The R&D must aim to achieve an advance in overall knowledge or capability in a field of science or technology. There must be a genuine scientific or technological uncertainty that competent professionals in the field could not easily resolve — not merely an advance in your company's own knowledge.

What If Your Company Makes a Loss?

If the enhanced deduction creates or increases a trading loss, you have two options:

Option 1: Carry the loss forward Apply the entire loss (including the R&D enhancement) against future trading profits of the same trade. This is straightforward but delays the benefit. See our guide to corporation tax losses for more on loss relief options.

Option 2: Surrender the loss for a payable tax credit A loss-making SME can surrender the portion of its loss attributable to R&D expenditure and receive a cash payment from HMRC. This is known as the "payable R&D credit" and is particularly attractive for early-stage companies that are not yet profitable.

The surrender rates for accounting periods starting on or after 1 April 2023 are:

Company typeCredit rate
Standard10% of the surrenderable loss
R&D intensive14.5% of the surrenderable loss
A company qualifies for the higher 14.5% rate if at least 30% of its total expenditure in the period is qualifying R&D expenditure — this is known as the "R&D intensity condition".

Example: A start-up spends £100,000 on qualifying R&D and makes a total trading loss of £200,000. The R&D-related surrenderable loss attributable to the enhanced deduction is £186,000. At 10%, the payable credit = £18,600 receivable from HMRC.
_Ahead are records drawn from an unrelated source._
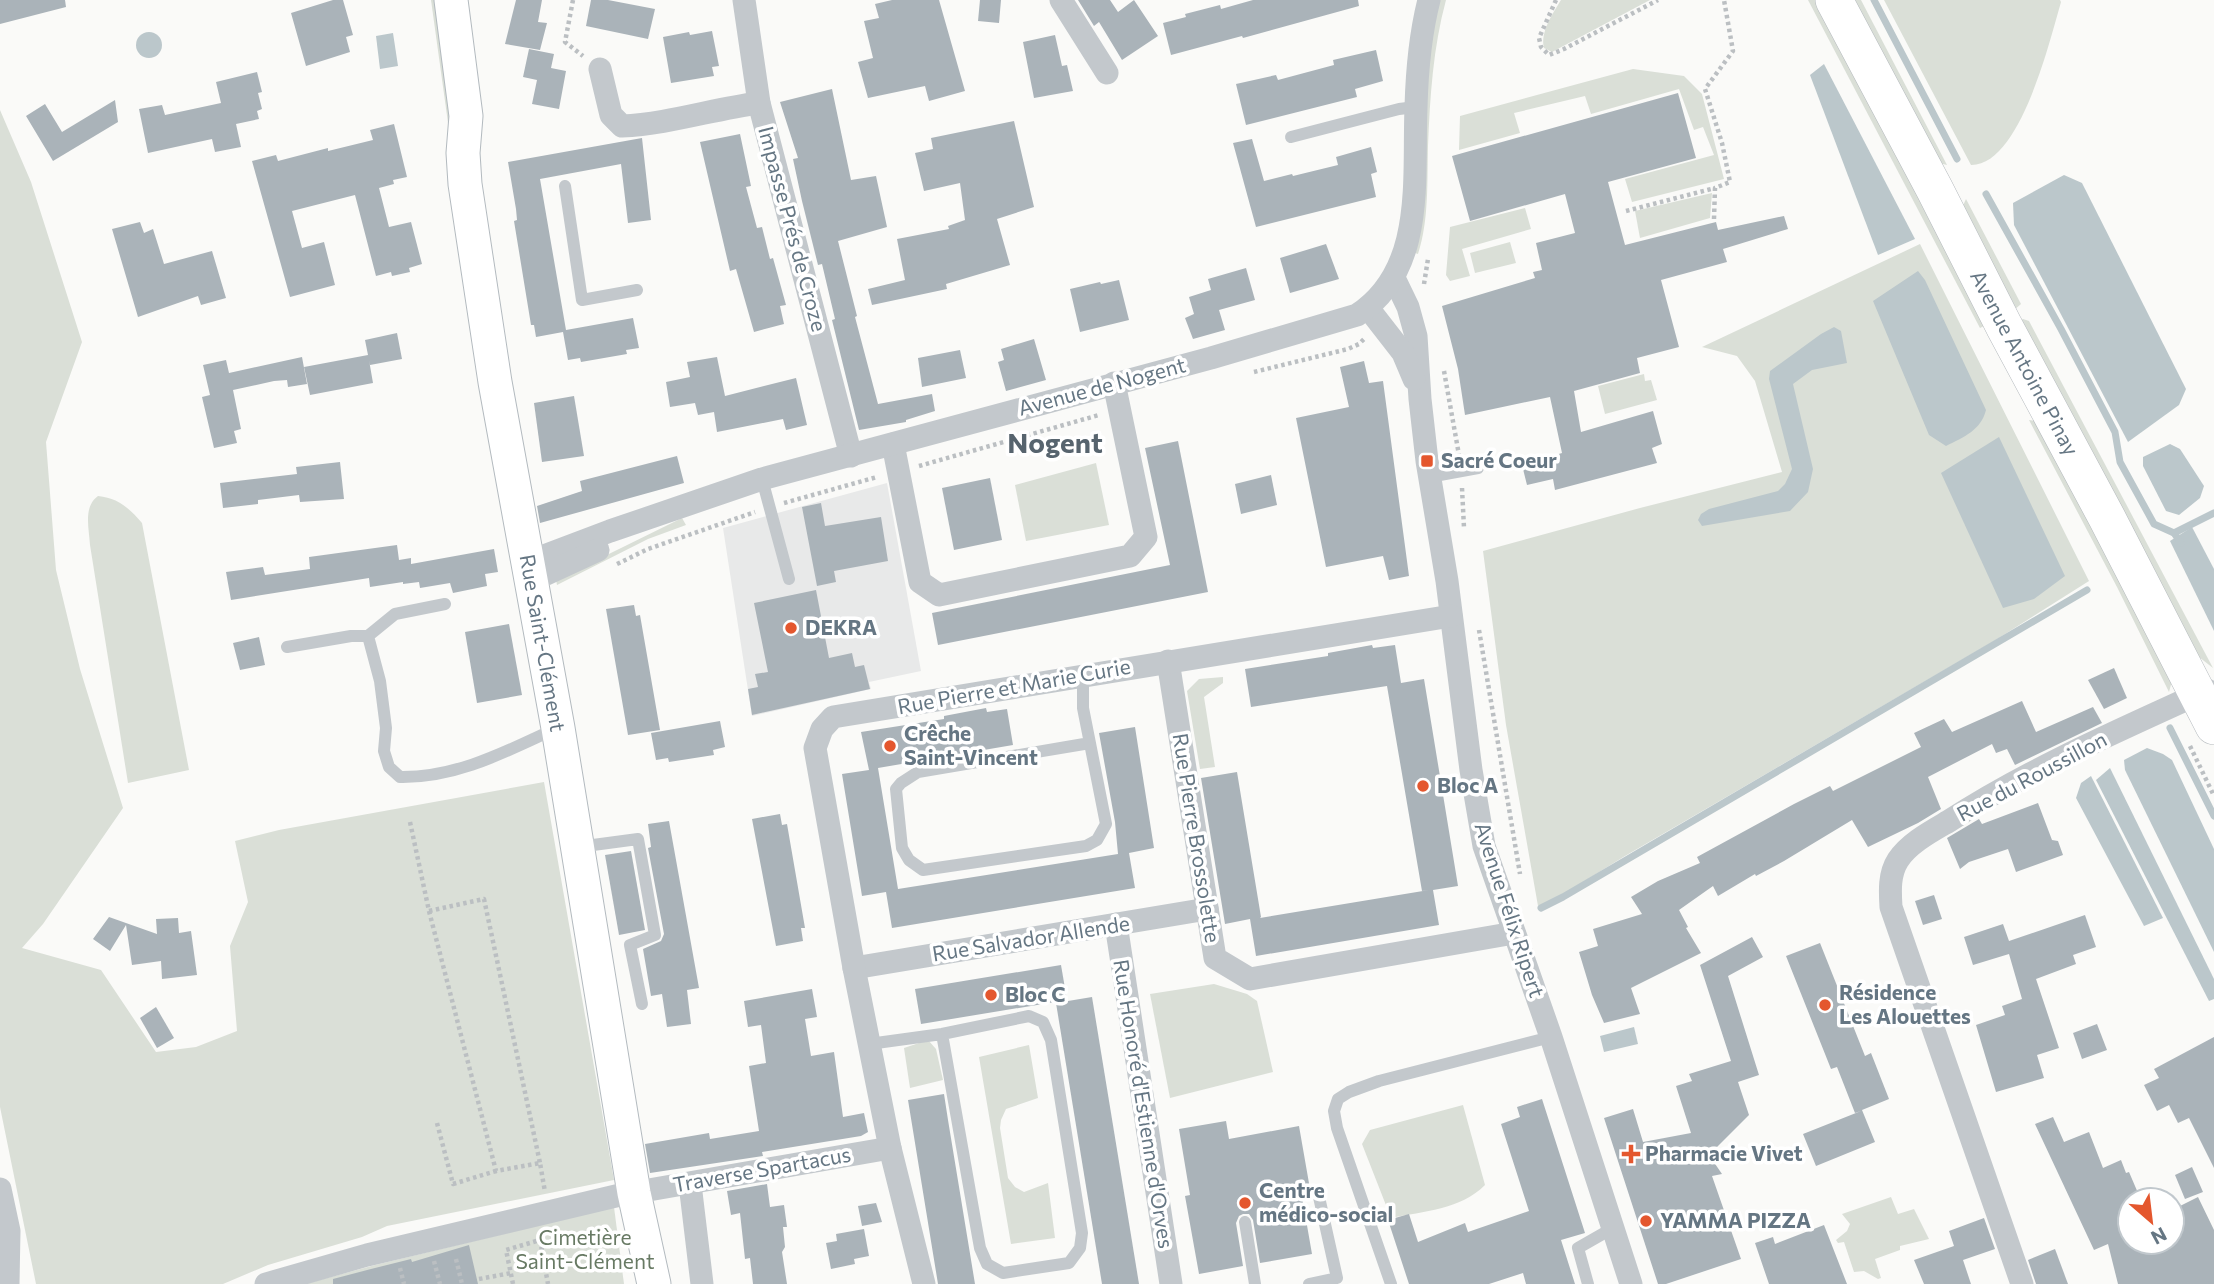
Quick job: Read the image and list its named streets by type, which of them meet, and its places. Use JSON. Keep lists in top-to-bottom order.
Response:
{
  "streets": {
    "main road": ["Avenue Antoine Pinay", "Rue Saint-Clément"],
    "street": [
      "Impasse Prés de Croze",
      "Avenue de Nogent",
      "Rue Pierre et Marie Curie",
      "Rue du Roussillon",
      "Rue Pierre Brossolette",
      "Avenue Félix Ripert",
      "Rue Salvador Allende",
      "Rue Honoré d'Estienne d'Orves",
      "Traverse Spartacus"
    ]
  },
  "crossings": [
    ["Impasse Prés de Croze", "Avenue de Nogent"],
    ["Avenue Antoine Pinay", "Rue du Roussillon"],
    ["Avenue de Nogent", "Rue Saint-Clément"],
    ["Avenue de Nogent", "Avenue Félix Ripert"],
    ["Rue Saint-Clément", "Traverse Spartacus"],
    ["Rue Pierre et Marie Curie", "Rue Pierre Brossolette"],
    ["Rue Pierre et Marie Curie", "Avenue Félix Ripert"],
    ["Rue Pierre et Marie Curie", "Rue Salvador Allende"],
    ["Rue Pierre Brossolette", "Avenue Félix Ripert"],
    ["Rue Pierre Brossolette", "Rue Salvador Allende"],
    ["Rue Salvador Allende", "Rue Honoré d'Estienne d'Orves"]
  ],
  "districts": ["Nogent"],
  "parks": ["Cimetière Saint-Clément"],
  "places": {
    "transit": ["Sacré Coeur"],
    "other": [
      "DEKRA",
      "Crêche Saint-Vincent",
      "Bloc A",
      "Bloc C",
      "Résidence Les Alouettes",
      "Centre médico-social",
      "YAMMA PIZZA"
    ],
    "health": ["Pharmacie Vivet"]
  },
  "north": "bottom right"
}
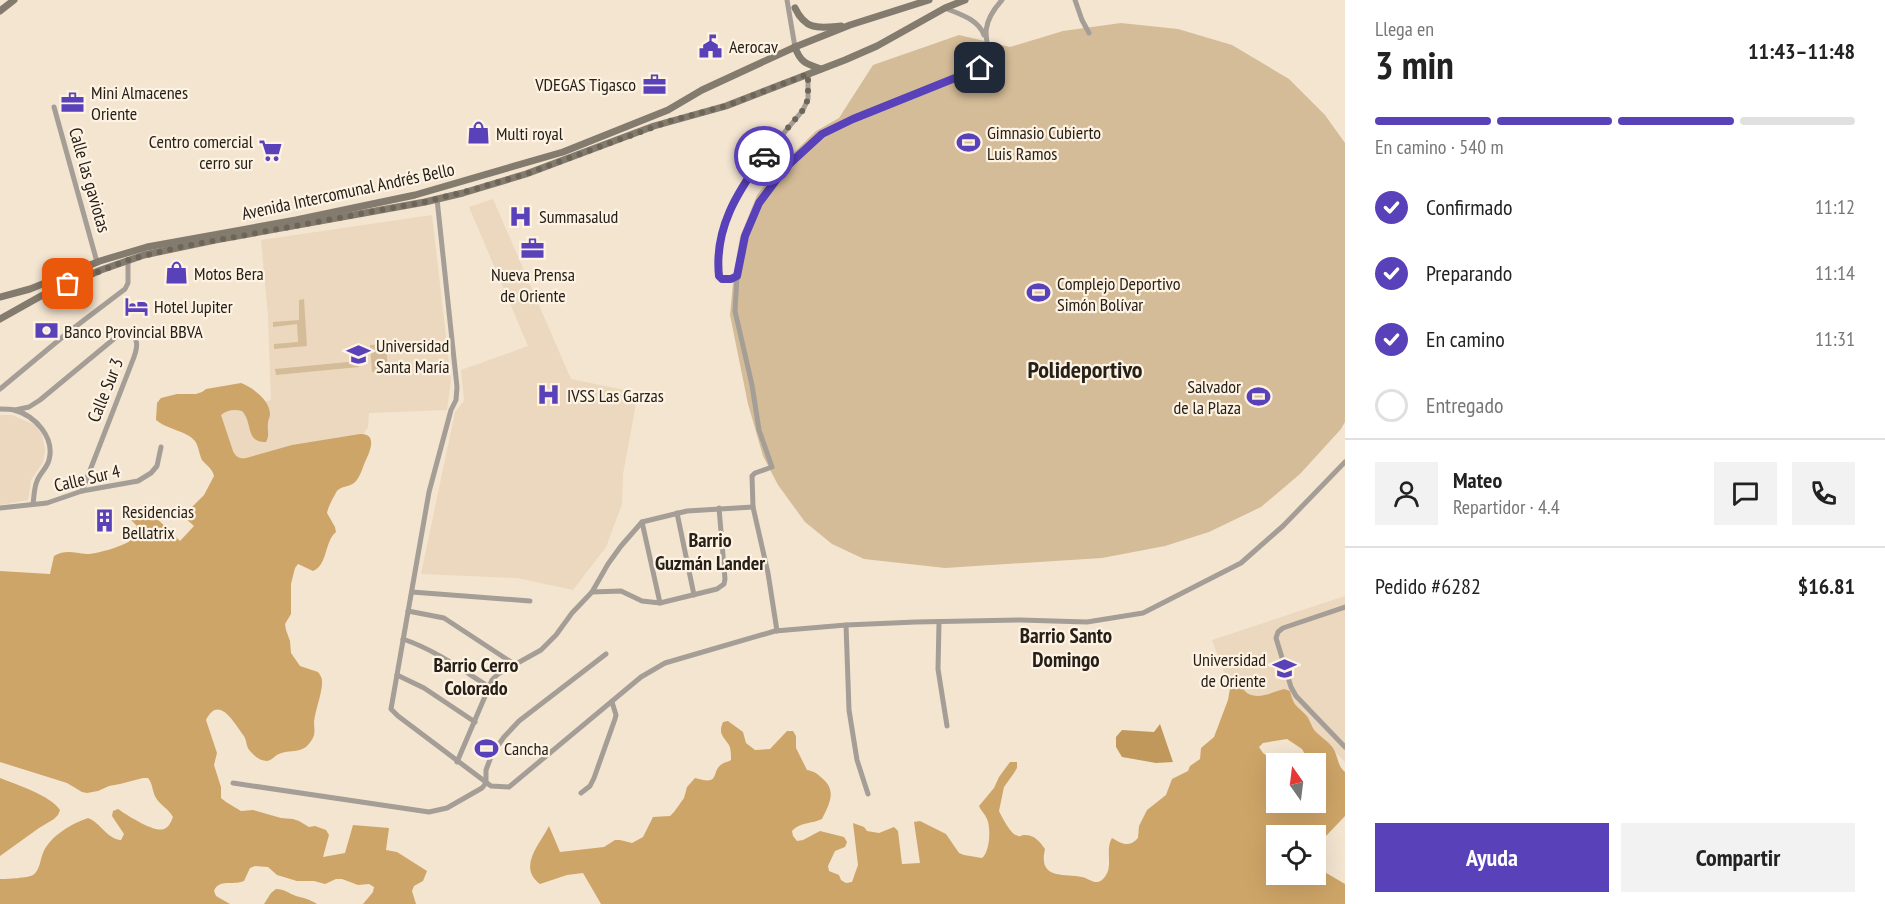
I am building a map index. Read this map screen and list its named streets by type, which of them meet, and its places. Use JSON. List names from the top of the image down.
{
  "streets": {
    "main road": ["Avenida Intercomunal Andrés Bello"],
    "street": ["Calle las gaviotas", "Calle Sur 3", "Calle Sur 4"]
  },
  "crossings": [
    ["Calle las gaviotas", "Avenida Intercomunal Andrés Bello"],
    ["Calle Sur 3", "Calle Sur 4"]
  ],
  "districts": [
    "Polideportivo",
    "Barrio Guzmán Lander",
    "Barrio Santo Domingo",
    "Barrio Cerro Colorado"
  ],
  "places": {
    "public building": ["Aerocav"],
    "office": ["VDEGAS Tigasco", "Mini Almacenes Oriente", "Nueva Prensa de Oriente"],
    "shop": ["Multi royal", "Motos Bera"],
    "sports": [
      "Gimnasio Cubierto Luis Ramos",
      "Complejo Deportivo Simón Bolívar",
      "Salvador de la Plaza",
      "Cancha"
    ],
    "supermarket": ["Centro comercial cerro sur"],
    "hospital": ["Summasalud", "IVSS Las Garzas"],
    "hotel": ["Hotel Jupiter"],
    "bank": ["Banco Provincial BBVA"],
    "school or university": ["Universidad Santa María", "Universidad de Oriente"],
    "building": ["Residencias Bellatrix"]
  },
  "north": "top",
  "page": {
    "heading": ["3 min", "Llega en", "11:43–11:48"],
    "panel": [
      "Mateo",
      "Repartidor · 4.4",
      "Pedido #6282",
      "$16.81"
    ],
    "bar": "En camino · 540 m",
    "list": [
      ["Confirmado", "11:12"],
      ["Preparando", "11:14"],
      ["En camino", "11:31"],
      "Entregado"
    ],
    "buttons": ["Ayuda", "Compartir"]
  }
}
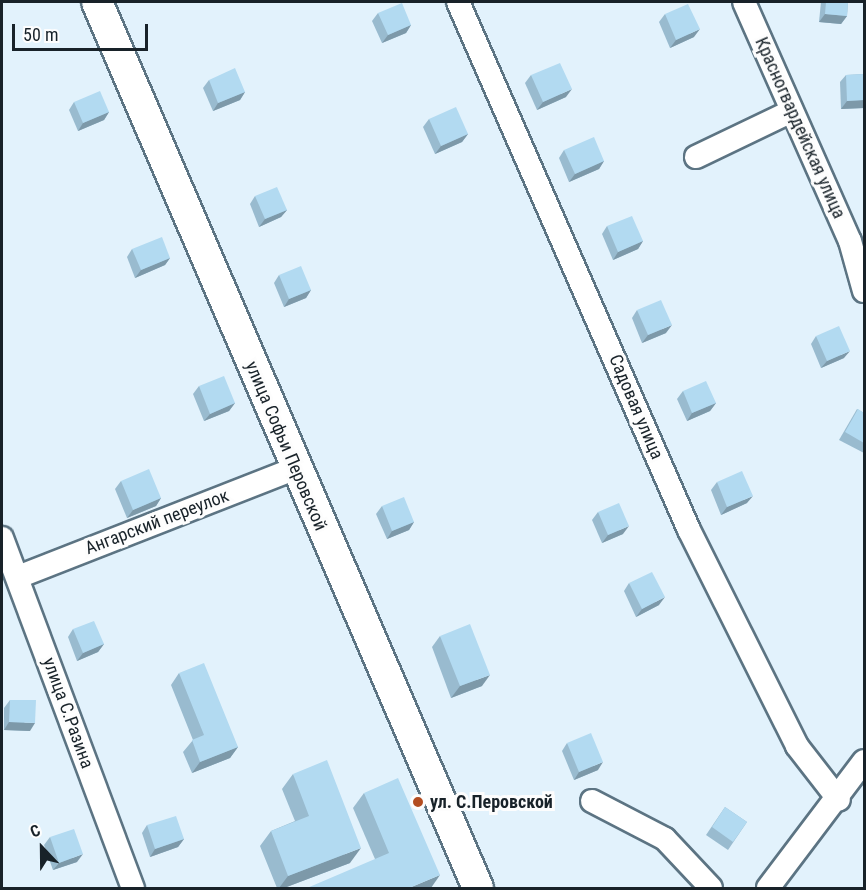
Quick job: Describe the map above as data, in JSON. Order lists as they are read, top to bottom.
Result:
{
  "streets": {
    "main road": ["улица Софьи Перовской"],
    "street": [
      "Красногвардейская улица",
      "Садовая улица",
      "Ангарский переулок",
      "улица С.Разина"
    ]
  },
  "crossings": [
    ["улица Софьи Перовской", "Ангарский переулок"],
    ["Ангарский переулок", "улица С.Разина"]
  ],
  "places": ["ул. С.Перовской"],
  "scale_bar": "50 m",
  "north": "top"
}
The Additional Information Form

Before making an R&D claim in your CT600, HMRC now requires companies to submit an Additional Information Form (AIF) online through HMRC's portal. The AIF must be submitted before (or at the same time as) the CT600. It captures:

  • A description of each R&D project
  • The nature of the scientific or technological uncertainty being addressed
  • A breakdown of qualifying costs by category (staff, software, consumables, etc.)
  • Details of any subcontracted R&D
Failure to submit the AIF means HMRC can disallow the entire R&D claim. This requirement applies to claims for accounting periods beginning on or after 1 April 2023.

How to Complete Box 660

To complete Box 660 correctly:

  1. Identify qualifying expenditure — Calculate the total qualifying R&D costs for the period across all eligible categories
  2. Apply the enhancement rate — Multiply qualifying expenditure by 86% (for periods starting April 2023–March 2024) or the applicable historic rate from the table above
  3. Enter in Box 660 — Enter the additional enhanced amount only — not the base qualifying expenditure itself
  4. Adjust the deductions section — The CT600 deductions section should reflect the total enhanced deduction (actual costs plus the Box 660 enhancement)
  5. Submit the AIF first — Ensure the Additional Information Form has been filed with HMRC before or alongside the CT600

From April 2024: The Merged R&D Scheme

For accounting periods beginning on or after 1 April 2024, HMRC replaced both the SME scheme and the standalone RDEC scheme with a single Merged R&D Scheme. Under the merged scheme:

  • All companies — large and small — claim an above-the-line credit at 20% of qualifying expenditure (verified at GOV.UK)
  • The mechanics are RDEC-style (an above-the-line credit, not an enhanced deduction)
  • This is reported through different CT600 boxes — Box 660 does not apply to merged scheme claims
  • A special Enhanced R&D Intensive Support (ERIS) is available for loss-making companies where at least 30% of total expenditure is qualifying R&D — check current HMRC guidance for the applicable ERIS credit rate
If your accounting period started on or after 1 April 2024, Box 660 will be nil. Consult the current HMRC R&D guidance for the applicable boxes under the merged scheme.

Summary

CT600 Box 660 records the R&D enhanced expenditure under the SME R&D Relief scheme — the additional deduction above your actual qualifying R&D costs. For accounting periods starting after 1 April 2023 but before 1 April 2024, the enhancement is 86% of qualifying expenditure (giving a total 186% deduction). Loss-making companies can surrender R&D-related losses for a payable credit of 10% (or 14.5% if R&D-intensive). From April 2024, the merged R&D scheme replaces the SME scheme, and Box 660 no longer applies to new accounting periods.